Do pacto perverso aos conflitos universais

Este orador se fez íntimo do seu público, desde o início do seu discurso: narrou vinhetas hilárias sobre representantes do poder americano e levou-nos também a rir  de um episódio relacionado ao 11 de setembro, em que o lado cômico apagava os vestígios da tragédia.  Aparente conclusão de sua vinheta: os americanos não eram vítimas inocentes, justificando-se assim o acontecido. A seguir,  falou da resistência de crianças palestinas que jogam pedras nos soldados israelenses e de crianças iraquianas, que dizem palavrões em árabe, ininteligíveis para os americanos, quando chamadas a tirar fotos apertando a mão de soldados.

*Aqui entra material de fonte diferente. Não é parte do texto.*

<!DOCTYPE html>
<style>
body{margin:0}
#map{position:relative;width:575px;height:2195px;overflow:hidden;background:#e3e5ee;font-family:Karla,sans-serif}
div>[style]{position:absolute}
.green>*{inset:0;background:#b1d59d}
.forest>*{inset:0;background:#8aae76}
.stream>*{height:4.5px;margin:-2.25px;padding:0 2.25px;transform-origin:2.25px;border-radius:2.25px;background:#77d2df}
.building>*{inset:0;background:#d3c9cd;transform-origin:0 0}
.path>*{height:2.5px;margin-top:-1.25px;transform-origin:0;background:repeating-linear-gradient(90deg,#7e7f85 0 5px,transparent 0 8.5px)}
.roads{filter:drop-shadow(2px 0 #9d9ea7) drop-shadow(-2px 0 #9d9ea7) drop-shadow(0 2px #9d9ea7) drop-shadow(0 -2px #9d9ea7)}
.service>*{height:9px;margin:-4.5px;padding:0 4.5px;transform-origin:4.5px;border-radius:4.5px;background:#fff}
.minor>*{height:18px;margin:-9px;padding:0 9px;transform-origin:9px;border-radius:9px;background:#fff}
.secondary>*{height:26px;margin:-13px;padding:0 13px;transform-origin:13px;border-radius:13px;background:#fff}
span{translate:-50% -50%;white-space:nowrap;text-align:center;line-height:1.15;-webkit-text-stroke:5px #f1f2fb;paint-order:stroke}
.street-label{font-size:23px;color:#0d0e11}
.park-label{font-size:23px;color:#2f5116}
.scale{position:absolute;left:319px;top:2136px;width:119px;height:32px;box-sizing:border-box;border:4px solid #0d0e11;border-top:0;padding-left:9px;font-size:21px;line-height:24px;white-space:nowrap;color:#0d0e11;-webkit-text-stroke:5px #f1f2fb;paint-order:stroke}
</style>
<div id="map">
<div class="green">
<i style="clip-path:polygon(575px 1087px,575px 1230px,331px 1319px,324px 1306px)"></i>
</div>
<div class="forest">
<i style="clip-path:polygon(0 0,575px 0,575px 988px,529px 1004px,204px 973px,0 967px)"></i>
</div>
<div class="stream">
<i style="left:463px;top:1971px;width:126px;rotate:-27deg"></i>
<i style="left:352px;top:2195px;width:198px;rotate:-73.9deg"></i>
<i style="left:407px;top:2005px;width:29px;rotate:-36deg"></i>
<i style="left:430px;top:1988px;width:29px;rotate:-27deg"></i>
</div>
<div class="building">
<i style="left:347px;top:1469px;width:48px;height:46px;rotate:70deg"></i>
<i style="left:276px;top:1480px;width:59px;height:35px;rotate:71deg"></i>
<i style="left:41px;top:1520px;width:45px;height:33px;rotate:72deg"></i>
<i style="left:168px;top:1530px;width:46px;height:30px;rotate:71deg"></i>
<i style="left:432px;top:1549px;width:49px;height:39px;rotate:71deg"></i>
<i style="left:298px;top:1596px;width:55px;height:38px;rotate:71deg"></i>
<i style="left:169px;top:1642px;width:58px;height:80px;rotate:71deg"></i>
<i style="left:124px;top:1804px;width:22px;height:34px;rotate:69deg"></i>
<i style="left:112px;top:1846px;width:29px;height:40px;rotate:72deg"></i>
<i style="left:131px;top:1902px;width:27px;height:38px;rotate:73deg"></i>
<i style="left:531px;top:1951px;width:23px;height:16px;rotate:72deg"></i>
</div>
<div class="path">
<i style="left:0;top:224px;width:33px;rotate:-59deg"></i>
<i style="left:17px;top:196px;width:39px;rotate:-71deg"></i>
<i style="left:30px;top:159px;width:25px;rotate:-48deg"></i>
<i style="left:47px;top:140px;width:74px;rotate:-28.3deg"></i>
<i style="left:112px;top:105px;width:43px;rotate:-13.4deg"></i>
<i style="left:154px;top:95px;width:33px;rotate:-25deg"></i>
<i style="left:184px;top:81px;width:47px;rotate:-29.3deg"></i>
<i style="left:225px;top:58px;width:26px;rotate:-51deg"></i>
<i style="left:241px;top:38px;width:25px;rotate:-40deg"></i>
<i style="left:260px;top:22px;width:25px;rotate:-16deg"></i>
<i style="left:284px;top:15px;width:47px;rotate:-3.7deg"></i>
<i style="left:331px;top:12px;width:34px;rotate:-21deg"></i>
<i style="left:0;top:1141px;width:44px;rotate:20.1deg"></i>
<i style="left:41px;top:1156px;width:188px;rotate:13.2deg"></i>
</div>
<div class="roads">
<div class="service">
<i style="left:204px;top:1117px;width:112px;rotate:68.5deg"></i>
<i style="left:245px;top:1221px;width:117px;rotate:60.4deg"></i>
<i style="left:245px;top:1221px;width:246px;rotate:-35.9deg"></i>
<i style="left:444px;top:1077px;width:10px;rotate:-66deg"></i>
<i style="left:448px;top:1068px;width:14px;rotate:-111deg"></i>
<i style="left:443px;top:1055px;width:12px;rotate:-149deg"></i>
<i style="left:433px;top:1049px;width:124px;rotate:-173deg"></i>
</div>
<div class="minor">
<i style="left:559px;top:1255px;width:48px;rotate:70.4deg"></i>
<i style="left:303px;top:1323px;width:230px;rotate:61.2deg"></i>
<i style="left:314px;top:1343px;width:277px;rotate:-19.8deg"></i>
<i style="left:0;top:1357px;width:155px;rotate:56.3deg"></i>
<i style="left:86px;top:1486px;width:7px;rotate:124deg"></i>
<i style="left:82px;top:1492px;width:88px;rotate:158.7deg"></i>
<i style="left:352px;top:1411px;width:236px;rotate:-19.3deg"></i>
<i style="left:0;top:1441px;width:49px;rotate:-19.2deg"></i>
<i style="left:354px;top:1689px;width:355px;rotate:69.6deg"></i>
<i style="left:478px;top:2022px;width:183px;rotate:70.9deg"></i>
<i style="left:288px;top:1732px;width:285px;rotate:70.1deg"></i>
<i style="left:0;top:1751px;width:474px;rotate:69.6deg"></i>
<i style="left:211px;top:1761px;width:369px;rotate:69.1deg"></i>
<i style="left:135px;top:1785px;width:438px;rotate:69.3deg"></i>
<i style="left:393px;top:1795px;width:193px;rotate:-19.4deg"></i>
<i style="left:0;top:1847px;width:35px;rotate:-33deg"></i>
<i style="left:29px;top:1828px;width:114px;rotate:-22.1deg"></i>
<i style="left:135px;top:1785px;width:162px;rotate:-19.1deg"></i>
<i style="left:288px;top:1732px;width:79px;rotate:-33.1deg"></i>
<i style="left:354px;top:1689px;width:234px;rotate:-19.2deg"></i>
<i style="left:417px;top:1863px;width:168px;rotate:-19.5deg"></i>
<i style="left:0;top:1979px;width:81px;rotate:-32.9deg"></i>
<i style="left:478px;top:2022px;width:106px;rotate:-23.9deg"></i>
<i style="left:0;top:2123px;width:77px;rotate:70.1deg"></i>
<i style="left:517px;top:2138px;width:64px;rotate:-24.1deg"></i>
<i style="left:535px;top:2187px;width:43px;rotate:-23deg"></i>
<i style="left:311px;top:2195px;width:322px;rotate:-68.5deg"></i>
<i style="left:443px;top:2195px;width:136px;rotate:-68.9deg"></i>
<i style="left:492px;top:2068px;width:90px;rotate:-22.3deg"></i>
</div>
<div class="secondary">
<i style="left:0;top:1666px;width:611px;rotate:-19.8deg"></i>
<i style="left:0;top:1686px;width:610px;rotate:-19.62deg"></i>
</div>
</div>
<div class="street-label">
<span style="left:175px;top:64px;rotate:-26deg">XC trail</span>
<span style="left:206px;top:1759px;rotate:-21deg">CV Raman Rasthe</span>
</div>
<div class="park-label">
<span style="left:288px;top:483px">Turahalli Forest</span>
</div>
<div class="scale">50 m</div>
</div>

 Ali exaltou a coragem dos que participam da ‘resistência’ e se propôs como um seu exemplo, por haver imposto aos editores americanos de seu último livro uma capa, que mostrou à platéia, e que consiste na foto-montagem de um menino iraquiano de 2 anos, urinando na cabeça de um soldado americano. Esta imagem capturou a platéia, imaginariamente – no sentido lacaniano de ser cativada por uma imagem, isto se dando na dimensão imaginária enquanto oposta às dimensões simbólica e real – identificada com o menino heróico que, como um pequeno David, vence Golias através de um estratagema aparentemente anódino e cômico. 

 Da mesma forma que  no uso da anamorfose (Lacan, 1959) [4] , esta montagem oculta (ao mesmo tempo em que, a partir de outro locus revela) o que está em jogo: morte e destruição.  Assim como a beleza é o último bastião diante da morte (podendo ser concomitantemente vista como seu disfarce (Freud, 1913), a imagem do herói-menino, mais potente do que o soldado armado no qual ele urina, parece ter servido para promover o esquecimento do real da morte da situação de guerra, terrorismo e ódio intergeneracional, ao mesmo tempo que sedutoramente – no sentido de que somos capturados pela imagem do pequeno David sobrepujando um soldado-Golias – nos arrastava para ela. 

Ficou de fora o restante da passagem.